■ The task:
Please restate the data word for word.

■ Record set:
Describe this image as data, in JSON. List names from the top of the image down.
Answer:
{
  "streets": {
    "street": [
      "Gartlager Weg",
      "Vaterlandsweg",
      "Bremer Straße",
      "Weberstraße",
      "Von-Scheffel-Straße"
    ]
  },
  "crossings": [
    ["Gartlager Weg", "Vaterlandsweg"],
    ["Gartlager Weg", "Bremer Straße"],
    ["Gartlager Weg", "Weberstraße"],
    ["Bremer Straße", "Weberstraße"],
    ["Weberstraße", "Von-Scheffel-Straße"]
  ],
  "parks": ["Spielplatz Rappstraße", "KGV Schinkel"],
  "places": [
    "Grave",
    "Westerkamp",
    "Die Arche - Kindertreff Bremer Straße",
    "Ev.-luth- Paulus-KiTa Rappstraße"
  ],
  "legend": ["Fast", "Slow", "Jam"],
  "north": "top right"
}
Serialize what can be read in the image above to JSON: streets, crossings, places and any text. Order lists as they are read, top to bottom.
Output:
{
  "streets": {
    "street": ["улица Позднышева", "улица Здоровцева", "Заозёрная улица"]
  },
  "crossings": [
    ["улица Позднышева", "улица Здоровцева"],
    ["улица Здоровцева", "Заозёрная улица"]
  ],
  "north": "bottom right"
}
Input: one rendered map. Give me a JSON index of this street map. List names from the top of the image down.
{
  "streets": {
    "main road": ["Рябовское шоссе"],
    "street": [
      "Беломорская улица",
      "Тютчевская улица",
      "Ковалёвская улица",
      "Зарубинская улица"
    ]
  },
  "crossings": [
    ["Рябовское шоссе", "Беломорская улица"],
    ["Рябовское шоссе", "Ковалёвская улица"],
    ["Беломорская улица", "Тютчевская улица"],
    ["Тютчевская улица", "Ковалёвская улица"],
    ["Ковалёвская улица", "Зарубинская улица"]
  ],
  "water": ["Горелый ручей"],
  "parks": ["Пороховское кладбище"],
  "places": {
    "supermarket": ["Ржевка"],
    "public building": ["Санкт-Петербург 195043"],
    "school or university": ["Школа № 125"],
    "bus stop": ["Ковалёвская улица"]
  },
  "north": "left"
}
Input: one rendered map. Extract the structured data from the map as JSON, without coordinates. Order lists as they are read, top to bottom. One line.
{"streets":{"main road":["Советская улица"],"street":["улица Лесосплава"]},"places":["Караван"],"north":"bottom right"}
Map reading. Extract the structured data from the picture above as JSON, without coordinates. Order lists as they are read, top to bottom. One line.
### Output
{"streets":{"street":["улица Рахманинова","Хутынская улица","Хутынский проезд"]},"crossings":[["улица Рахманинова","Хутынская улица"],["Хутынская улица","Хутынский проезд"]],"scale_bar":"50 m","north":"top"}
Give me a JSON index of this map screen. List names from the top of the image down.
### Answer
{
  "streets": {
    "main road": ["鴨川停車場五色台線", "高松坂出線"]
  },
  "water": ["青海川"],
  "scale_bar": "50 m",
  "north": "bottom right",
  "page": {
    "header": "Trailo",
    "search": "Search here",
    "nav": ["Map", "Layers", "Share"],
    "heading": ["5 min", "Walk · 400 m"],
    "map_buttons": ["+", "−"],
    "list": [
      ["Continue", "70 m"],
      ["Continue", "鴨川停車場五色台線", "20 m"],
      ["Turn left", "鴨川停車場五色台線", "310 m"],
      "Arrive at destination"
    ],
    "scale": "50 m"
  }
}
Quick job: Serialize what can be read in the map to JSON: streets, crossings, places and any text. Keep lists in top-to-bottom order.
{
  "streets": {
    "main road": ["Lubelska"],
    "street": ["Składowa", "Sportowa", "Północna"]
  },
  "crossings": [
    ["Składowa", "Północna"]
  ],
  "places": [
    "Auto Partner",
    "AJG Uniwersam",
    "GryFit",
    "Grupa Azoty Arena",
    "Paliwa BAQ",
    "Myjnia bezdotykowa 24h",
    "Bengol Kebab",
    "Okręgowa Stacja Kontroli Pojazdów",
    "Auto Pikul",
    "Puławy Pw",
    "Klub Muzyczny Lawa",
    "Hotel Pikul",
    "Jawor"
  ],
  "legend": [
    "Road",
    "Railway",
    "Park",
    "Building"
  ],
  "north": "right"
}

■ Response for this exercise:
Describe this image as data, in JSON. List names from the top of the image down.
Answer:
{
  "streets": {
    "street": [
      "Gartlager Weg",
      "Vaterlandsweg",
      "Bremer Straße",
      "Weberstraße",
      "Von-Scheffel-Straße"
    ]
  },
  "crossings": [
    ["Gartlager Weg", "Vaterlandsweg"],
    ["Gartlager Weg", "Bremer Straße"],
    ["Gartlager Weg", "Weberstraße"],
    ["Bremer Straße", "Weberstraße"],
    ["Weberstraße", "Von-Scheffel-Straße"]
  ],
  "parks": ["Spielplatz Rappstraße", "KGV Schinkel"],
  "places": [
    "Grave",
    "Westerkamp",
    "Die Arche - Kindertreff Bremer Straße",
    "Ev.-luth- Paulus-KiTa Rappstraße"
  ],
  "legend": ["Fast", "Slow", "Jam"],
  "north": "top right"
}
Serialize what can be read in the image above to JSON: streets, crossings, places and any text. Order lists as they are read, top to bottom.
Output:
{
  "streets": {
    "street": ["улица Позднышева", "улица Здоровцева", "Заозёрная улица"]
  },
  "crossings": [
    ["улица Позднышева", "улица Здоровцева"],
    ["улица Здоровцева", "Заозёрная улица"]
  ],
  "north": "bottom right"
}
Input: one rendered map. Give me a JSON index of this street map. List names from the top of the image down.
{
  "streets": {
    "main road": ["Рябовское шоссе"],
    "street": [
      "Беломорская улица",
      "Тютчевская улица",
      "Ковалёвская улица",
      "Зарубинская улица"
    ]
  },
  "crossings": [
    ["Рябовское шоссе", "Беломорская улица"],
    ["Рябовское шоссе", "Ковалёвская улица"],
    ["Беломорская улица", "Тютчевская улица"],
    ["Тютчевская улица", "Ковалёвская улица"],
    ["Ковалёвская улица", "Зарубинская улица"]
  ],
  "water": ["Горелый ручей"],
  "parks": ["Пороховское кладбище"],
  "places": {
    "supermarket": ["Ржевка"],
    "public building": ["Санкт-Петербург 195043"],
    "school or university": ["Школа № 125"],
    "bus stop": ["Ковалёвская улица"]
  },
  "north": "left"
}
Input: one rendered map. Extract the structured data from the map as JSON, without coordinates. Order lists as they are read, top to bottom. One line.
{"streets":{"main road":["Советская улица"],"street":["улица Лесосплава"]},"places":["Караван"],"north":"bottom right"}
Map reading. Extract the structured data from the picture above as JSON, without coordinates. Order lists as they are read, top to bottom. One line.
### Output
{"streets":{"street":["улица Рахманинова","Хутынская улица","Хутынский проезд"]},"crossings":[["улица Рахманинова","Хутынская улица"],["Хутынская улица","Хутынский проезд"]],"scale_bar":"50 m","north":"top"}
Give me a JSON index of this map screen. List names from the top of the image down.
### Answer
{
  "streets": {
    "main road": ["鴨川停車場五色台線", "高松坂出線"]
  },
  "water": ["青海川"],
  "scale_bar": "50 m",
  "north": "bottom right",
  "page": {
    "header": "Trailo",
    "search": "Search here",
    "nav": ["Map", "Layers", "Share"],
    "heading": ["5 min", "Walk · 400 m"],
    "map_buttons": ["+", "−"],
    "list": [
      ["Continue", "70 m"],
      ["Continue", "鴨川停車場五色台線", "20 m"],
      ["Turn left", "鴨川停車場五色台線", "310 m"],
      "Arrive at destination"
    ],
    "scale": "50 m"
  }
}
Quick job: Serialize what can be read in the map to JSON: streets, crossings, places and any text. Keep lists in top-to-bottom order.
{
  "streets": {
    "main road": ["Lubelska"],
    "street": ["Składowa", "Sportowa", "Północna"]
  },
  "crossings": [
    ["Składowa", "Północna"]
  ],
  "places": [
    "Auto Partner",
    "AJG Uniwersam",
    "GryFit",
    "Grupa Azoty Arena",
    "Paliwa BAQ",
    "Myjnia bezdotykowa 24h",
    "Bengol Kebab",
    "Okręgowa Stacja Kontroli Pojazdów",
    "Auto Pikul",
    "Puławy Pw",
    "Klub Muzyczny Lawa",
    "Hotel Pikul",
    "Jawor"
  ],
  "legend": [
    "Road",
    "Railway",
    "Park",
    "Building"
  ],
  "north": "right"
}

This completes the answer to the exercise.